Beş katlı İslam binası
Sual: Bir sünneti işlerken mekruh işlemek zorunda kalan veya bir farzı işlerken haram işlemek zorunda kalan ne yapar?
CEVAP
Mekruh işlememek için sünnet, haram işlememek için farz tehir veya terk edilir. Çünkü günahtan kaçınmak, ibadet yapmaktan önce gelir. Bir hadis-i şerifte, (Çok az bir günahtan kaçınmak, bütün cin ve insanların ibadetleri toplamından daha iyidir) buyuruluyor. Her günah, Allahü teâlâya isyan olduğundan, büyüktür; fakat bazısı, bazısına göre küçük görünür. Bir küçük günahı yapmamak bütün cihanın nafile ibadetlerinden daha sevabdır, çünkü nafile ibadet yapmak farz değildir. Günahlardan kaçınmaksa farzdır. (Rıyad-un-nasıhin)

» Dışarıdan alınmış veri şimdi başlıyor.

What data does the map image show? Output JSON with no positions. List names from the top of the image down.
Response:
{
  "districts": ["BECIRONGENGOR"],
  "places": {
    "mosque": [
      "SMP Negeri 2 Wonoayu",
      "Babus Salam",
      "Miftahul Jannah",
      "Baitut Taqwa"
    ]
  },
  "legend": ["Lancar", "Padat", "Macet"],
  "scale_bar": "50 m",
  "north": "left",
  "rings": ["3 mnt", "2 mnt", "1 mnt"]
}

İbadetleri dinimizin bildirdiği şekilde yapmak, mesela beş katlı bir İslam binasına sahip olmak için, önce bir iman arsası gerekir. Sonra, sıra ile katları çıkmak gerekir. Bu katlar; Haramlardan kaçma katı, Farzları ifa katı, Vacipleri ifa katı, Mekruhlardan kaçma katı, Sünnetleri [ve nafileleri] ifa katıdır.

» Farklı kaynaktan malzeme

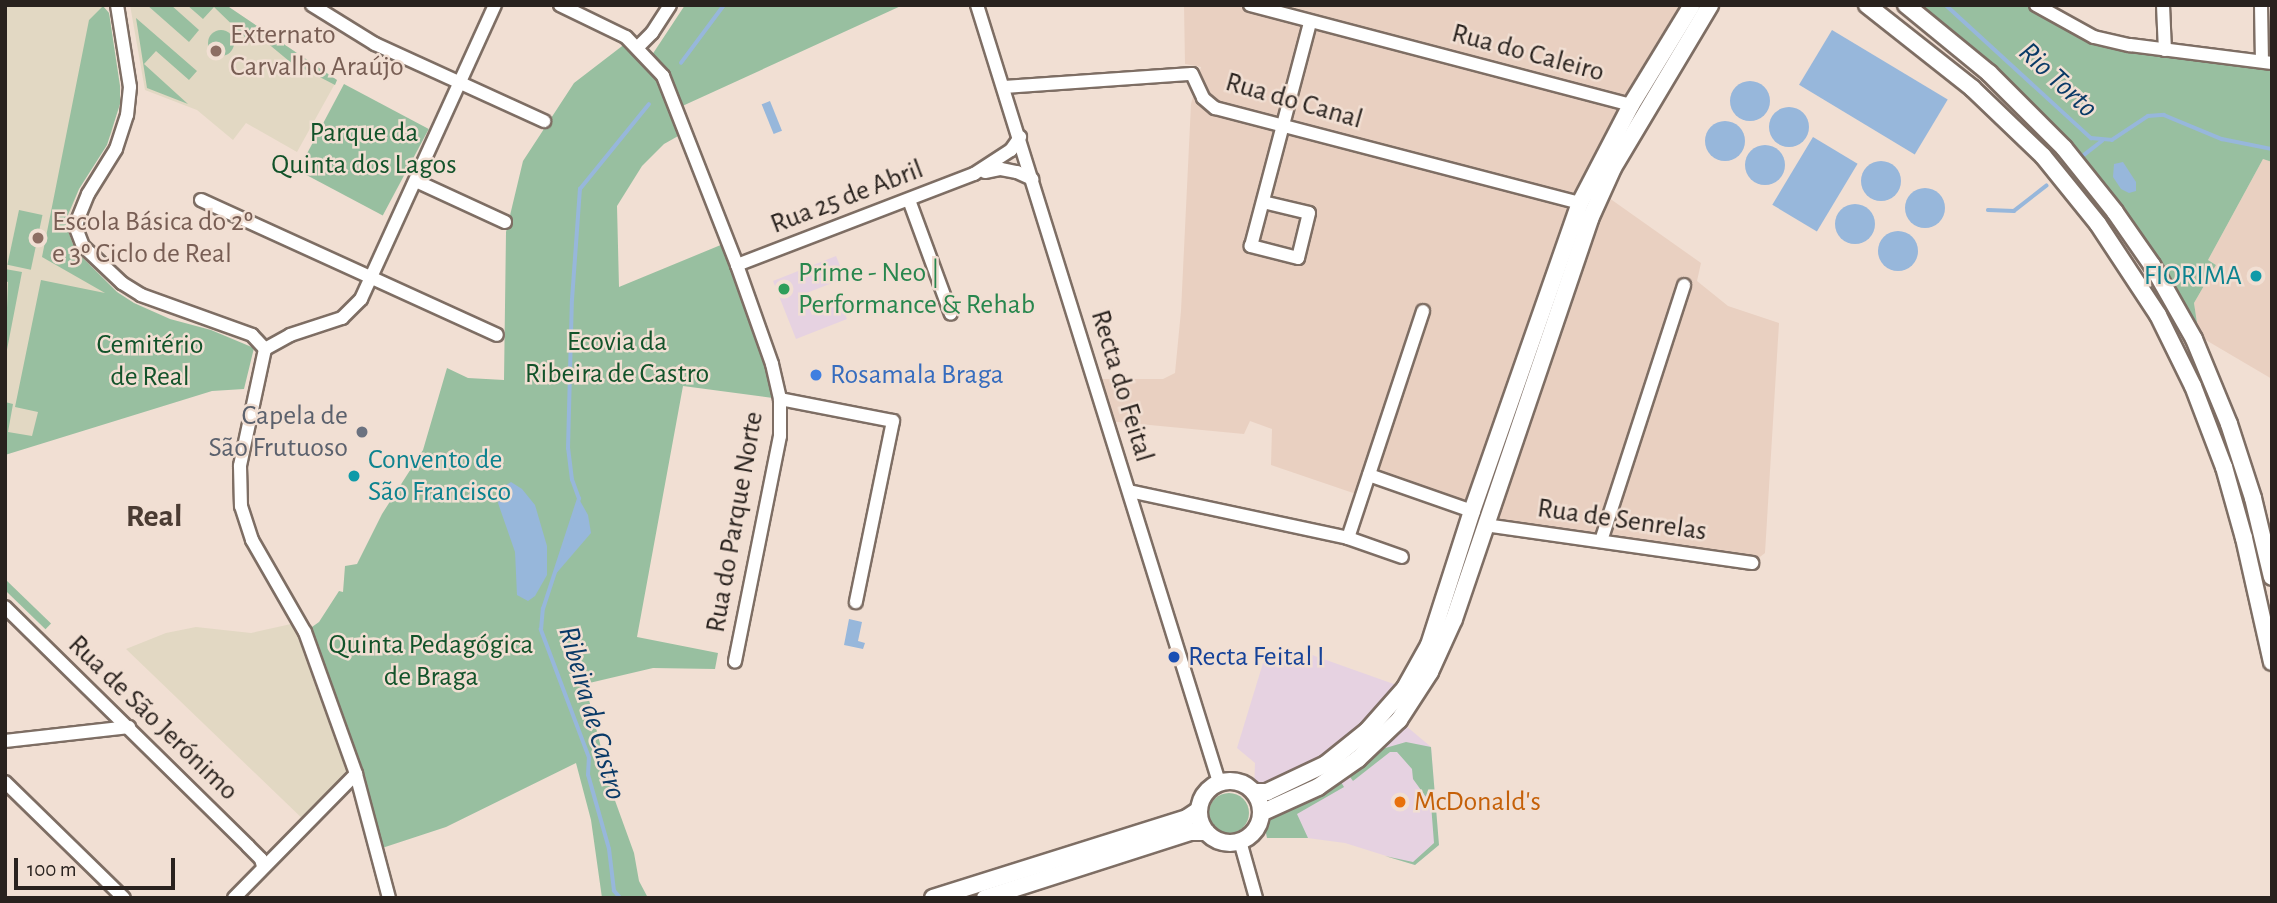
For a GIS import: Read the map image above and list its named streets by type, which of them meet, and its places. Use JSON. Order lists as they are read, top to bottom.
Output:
{
  "streets": {
    "street": [
      "Rua do Caleiro",
      "Rua do Canal",
      "Rua 25 de Abril",
      "Recta do Feital",
      "Rua de Senrelas",
      "Rua do Parque Norte",
      "Rua de São Jerónimo"
    ]
  },
  "crossings": [
    ["Rua do Canal", "Recta do Feital"],
    ["Rua 25 de Abril", "Recta do Feital"],
    ["Rua 25 de Abril", "Rua do Parque Norte"]
  ],
  "districts": ["Real"],
  "water": ["Rio Torto", "Ribeira de Castro"],
  "parks": [
    "Parque da Quinta dos Lagos",
    "Ecovia da Ribeira de Castro",
    "Cemitério de Real",
    "Quinta Pedagógica de Braga"
  ],
  "places": [
    "Externato Carvalho Araújo",
    "Escola Básica do 2º e 3º Ciclo de Real",
    "FIORIMA",
    "Prime - Neo | Performance & Rehab",
    "Rosamala Braga",
    "Capela de São Frutuoso",
    "Convento de São Francisco",
    "Recta Feital I",
    "McDonald's"
  ],
  "scale_bar": "100 m"
}
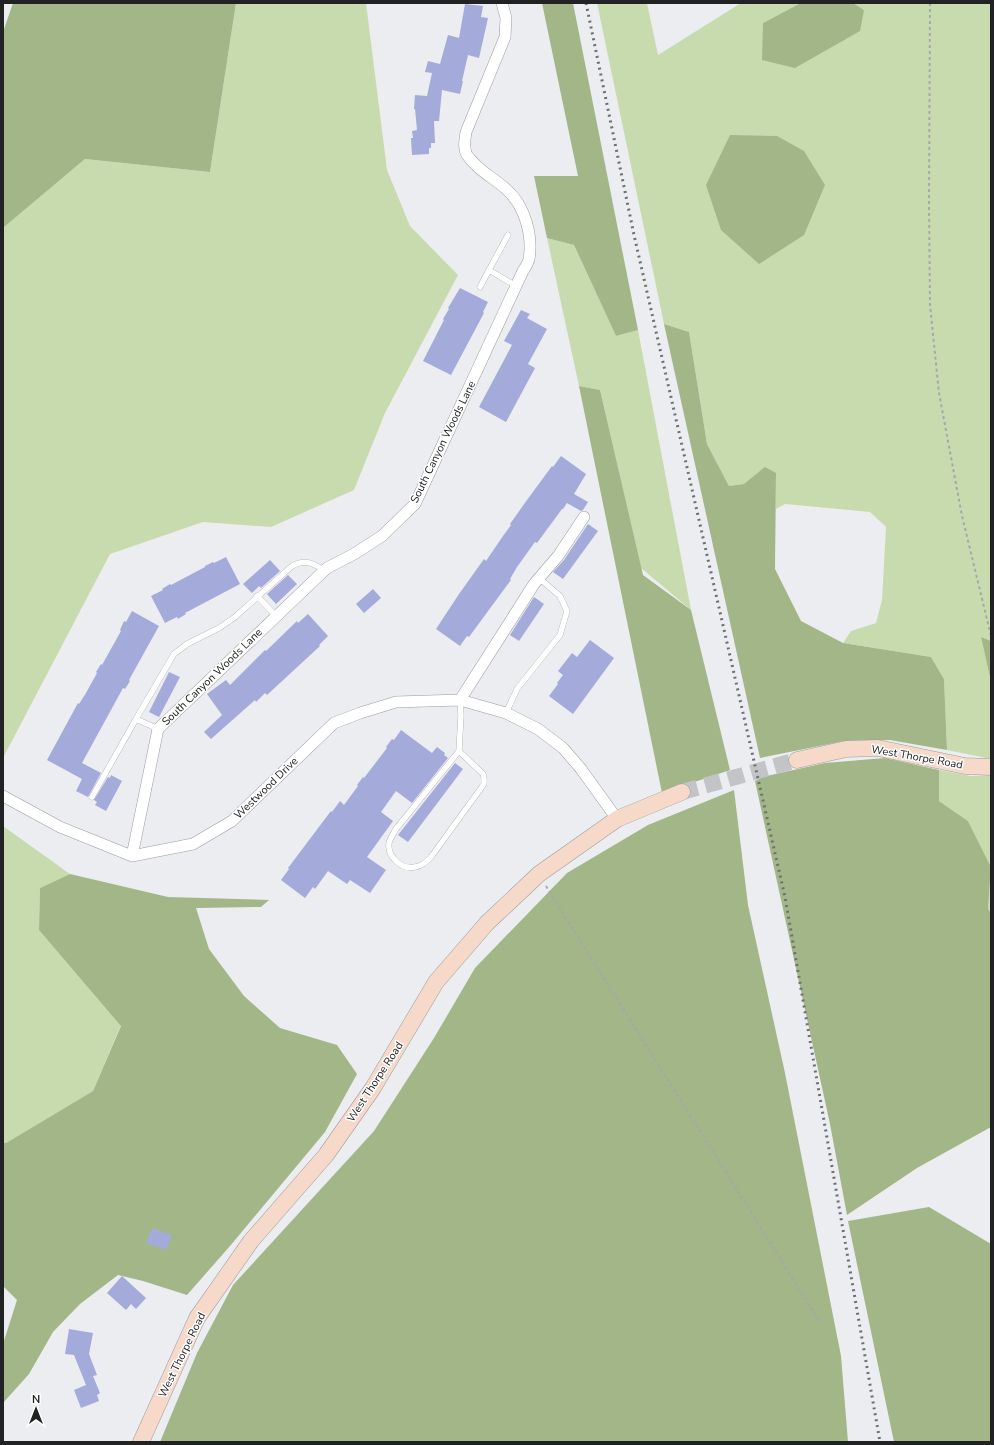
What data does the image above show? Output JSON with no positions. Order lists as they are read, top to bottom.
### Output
{
  "streets": {
    "street": ["South Canyon Woods Lane", "West Thorpe Road", "Westwood Drive"]
  },
  "crossings": [
    ["South Canyon Woods Lane", "Westwood Drive"],
    ["West Thorpe Road", "Westwood Drive"]
  ],
  "north": "top"
}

Arsa: Arsa yoksa bina kurulmaz. Bu arsa, doğru imandır. İman olmadan Müslümanlık olmaz. İslam binasının kurulacağı arsa, bataklıkta, oynak yerlerde olursa, üzerine emniyetli bina kurulamaz, yıkılır. Onun için imanın doğru olması şarttır. Yani küfür pisliklerinden temiz olması gerekir. Ehl-i sünnet olmayanın [bid'at ehli sapıkların] ibadetleri sahih olmaz. İman arsası olmayanın, haramlardan kaçması veya ibadet yapması bir şey ifade etmez. Kâfir içki içmese, kumar oynamasa, cami, çeşme yaptırsa, her ibadeti yapsa bir sevap kazanamaz. Bir bina yaparken ikinci katı yapmak için önce birinci katın yapılması şart olduğu gibi, İslam binasını kurarken de aynı sistem geçerlidir:
1- Haramlardan kaçma katı: Avret yerini açmadan necaseti temizlemek mümkün değilse namazı öyle kılar. Çünkü necaseti temizlemek emir, avret yerini açmak yasaktır.

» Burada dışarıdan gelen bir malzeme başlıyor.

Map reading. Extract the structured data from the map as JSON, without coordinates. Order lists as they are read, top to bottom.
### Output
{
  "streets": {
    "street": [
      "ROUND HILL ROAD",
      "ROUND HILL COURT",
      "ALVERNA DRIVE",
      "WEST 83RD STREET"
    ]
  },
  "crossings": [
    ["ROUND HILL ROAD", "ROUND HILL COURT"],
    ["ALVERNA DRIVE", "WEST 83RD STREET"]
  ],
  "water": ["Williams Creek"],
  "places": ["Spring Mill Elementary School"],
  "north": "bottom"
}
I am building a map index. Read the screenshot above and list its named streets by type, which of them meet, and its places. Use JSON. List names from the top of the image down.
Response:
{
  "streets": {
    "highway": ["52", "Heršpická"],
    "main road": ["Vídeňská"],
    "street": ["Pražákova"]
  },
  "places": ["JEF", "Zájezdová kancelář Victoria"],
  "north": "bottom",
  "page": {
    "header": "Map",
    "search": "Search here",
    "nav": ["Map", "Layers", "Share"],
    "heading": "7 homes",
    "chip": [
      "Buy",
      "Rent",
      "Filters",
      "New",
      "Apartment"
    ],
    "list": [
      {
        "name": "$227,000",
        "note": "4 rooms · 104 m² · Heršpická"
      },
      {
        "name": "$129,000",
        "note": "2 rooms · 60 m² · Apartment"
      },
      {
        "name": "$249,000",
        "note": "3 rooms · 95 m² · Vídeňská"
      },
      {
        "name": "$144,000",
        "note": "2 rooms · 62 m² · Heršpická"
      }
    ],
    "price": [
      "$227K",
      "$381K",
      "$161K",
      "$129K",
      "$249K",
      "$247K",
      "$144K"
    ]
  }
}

2- Farzları ifa katı: Haramlardan kaçmadan farz katı inşa edilemez. Haram işleyerek, farz yapılmaz. Yani farzları sahih olsa da kabul olmaz. Cünüp kimse tenha yer bulamazsa, teyemmüm eder. Çünkü farz olan bir emri yapmak, bir haram işlemesine sebep olursa, haram işlememek için, o emir yapılmaz, tehir edilir. Zengin olan Hanefi bir kadının yanında mahremi olmadan hacca gitmesi haramdır. Farz olan tavafı da, erkeklere sürtünerek, yani haram işleyerek yapamaz. (Redd-ül-muhtar)
3- Vacipleri ifa katı:Vacipleri de yapabilmek için haramlardan kaçmak gerekir.
4- Mekruhlardan kaçma katı:Mekruh işleyerek sünnet yapılmaz. Cemaat ile namaz kılınırken, sünnete başlamak mekruhtur. Mekruh işlememek için, sabahın sünneti bile terk edilir.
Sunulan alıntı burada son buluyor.